Task objective: Your copy should match the listing below word for word, with no images in it.

***

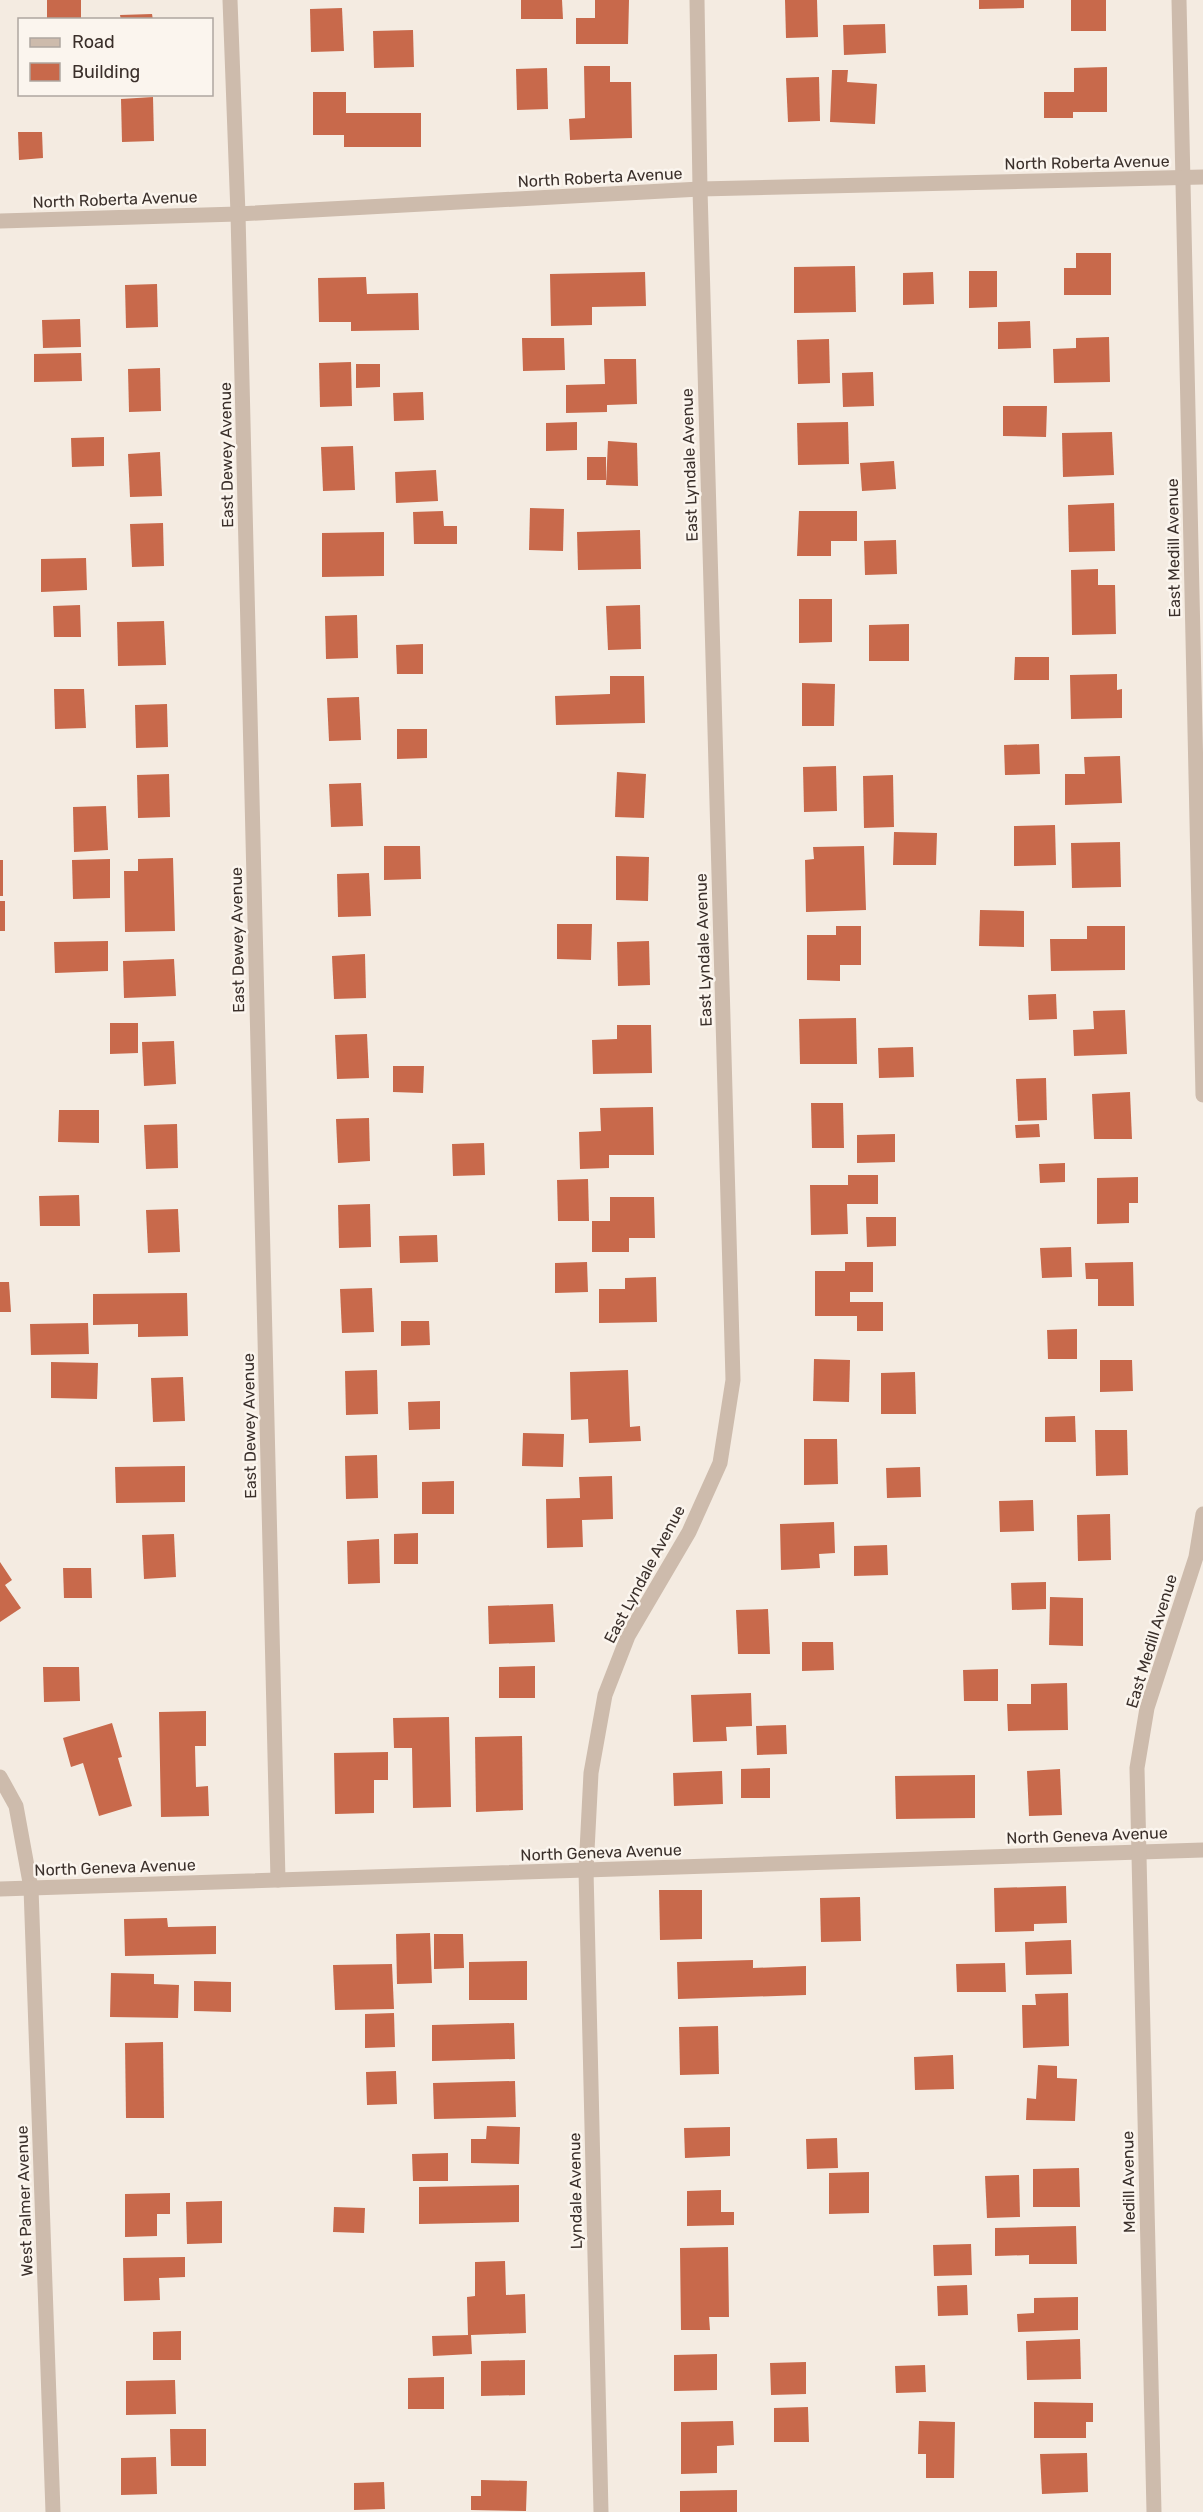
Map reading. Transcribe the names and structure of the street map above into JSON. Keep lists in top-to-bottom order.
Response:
{
  "streets": {
    "street": [
      "North Roberta Avenue",
      "East Dewey Avenue",
      "East Lyndale Avenue",
      "East Medill Avenue",
      "North Geneva Avenue",
      "Medill Avenue",
      "Lyndale Avenue",
      "West Palmer Avenue"
    ]
  },
  "crossings": [
    ["North Roberta Avenue", "East Dewey Avenue"],
    ["North Roberta Avenue", "East Lyndale Avenue"],
    ["North Roberta Avenue", "East Medill Avenue"],
    ["East Dewey Avenue", "North Geneva Avenue"],
    ["East Lyndale Avenue", "North Geneva Avenue"],
    ["East Lyndale Avenue", "Lyndale Avenue"],
    ["East Medill Avenue", "North Geneva Avenue"],
    ["East Medill Avenue", "Medill Avenue"],
    ["North Geneva Avenue", "Medill Avenue"],
    ["North Geneva Avenue", "Lyndale Avenue"],
    ["North Geneva Avenue", "West Palmer Avenue"]
  ],
  "legend": ["Road", "Building"]
}
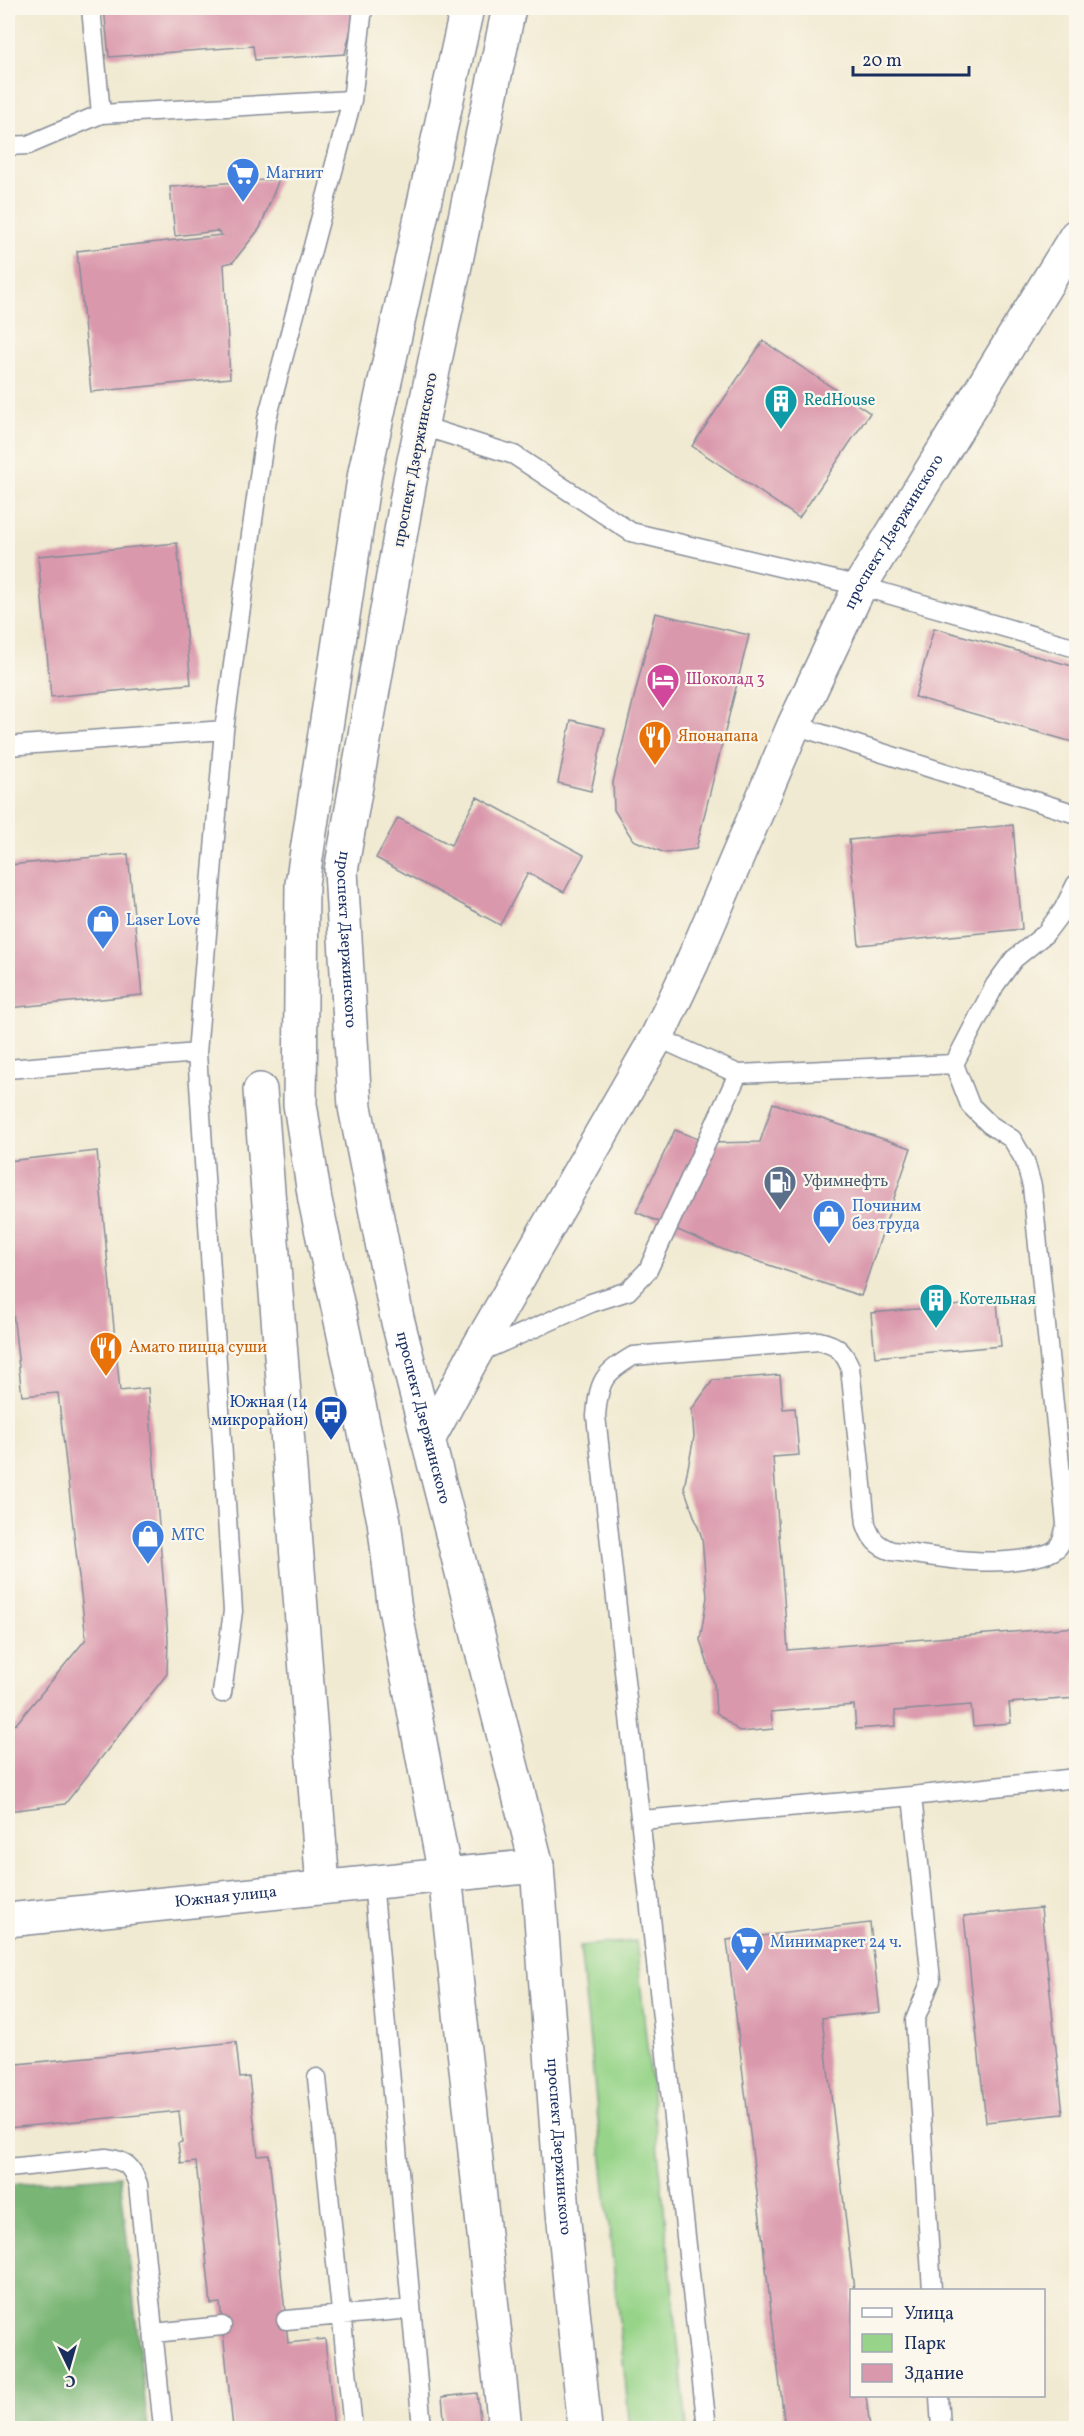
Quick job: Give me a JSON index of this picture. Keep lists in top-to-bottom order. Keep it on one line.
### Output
{"streets":{"street":["проспект Дзержинского","Южная улица"]},"places":{"supermarket":["Магнит","Минимаркет 24 ч."],"building":["RedHouse","Котельная"],"hotel":["Шоколад 3"],"restaurant":["Японапапа","Амато пицца суши"],"shop":["Laser Love","Починим без труда","МТС"],"fuel station":["Уфимнефть"],"bus stop":["Южная (14 микрорайон)"]},"legend":["Улица","Парк","Здание"],"scale_bar":"20 m","north":"bottom"}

***

Solution to the problem:
Map reading. Transcribe the names and structure of the street map above into JSON. Keep lists in top-to-bottom order.
Response:
{
  "streets": {
    "street": [
      "North Roberta Avenue",
      "East Dewey Avenue",
      "East Lyndale Avenue",
      "East Medill Avenue",
      "North Geneva Avenue",
      "Medill Avenue",
      "Lyndale Avenue",
      "West Palmer Avenue"
    ]
  },
  "crossings": [
    ["North Roberta Avenue", "East Dewey Avenue"],
    ["North Roberta Avenue", "East Lyndale Avenue"],
    ["North Roberta Avenue", "East Medill Avenue"],
    ["East Dewey Avenue", "North Geneva Avenue"],
    ["East Lyndale Avenue", "North Geneva Avenue"],
    ["East Lyndale Avenue", "Lyndale Avenue"],
    ["East Medill Avenue", "North Geneva Avenue"],
    ["East Medill Avenue", "Medill Avenue"],
    ["North Geneva Avenue", "Medill Avenue"],
    ["North Geneva Avenue", "Lyndale Avenue"],
    ["North Geneva Avenue", "West Palmer Avenue"]
  ],
  "legend": ["Road", "Building"]
}
Quick job: Give me a JSON index of this picture. Keep lists in top-to-bottom order. Keep it on one line.
### Output
{"streets":{"street":["проспект Дзержинского","Южная улица"]},"places":{"supermarket":["Магнит","Минимаркет 24 ч."],"building":["RedHouse","Котельная"],"hotel":["Шоколад 3"],"restaurant":["Японапапа","Амато пицца суши"],"shop":["Laser Love","Починим без труда","МТС"],"fuel station":["Уфимнефть"],"bus stop":["Южная (14 микрорайон)"]},"legend":["Улица","Парк","Здание"],"scale_bar":"20 m","north":"bottom"}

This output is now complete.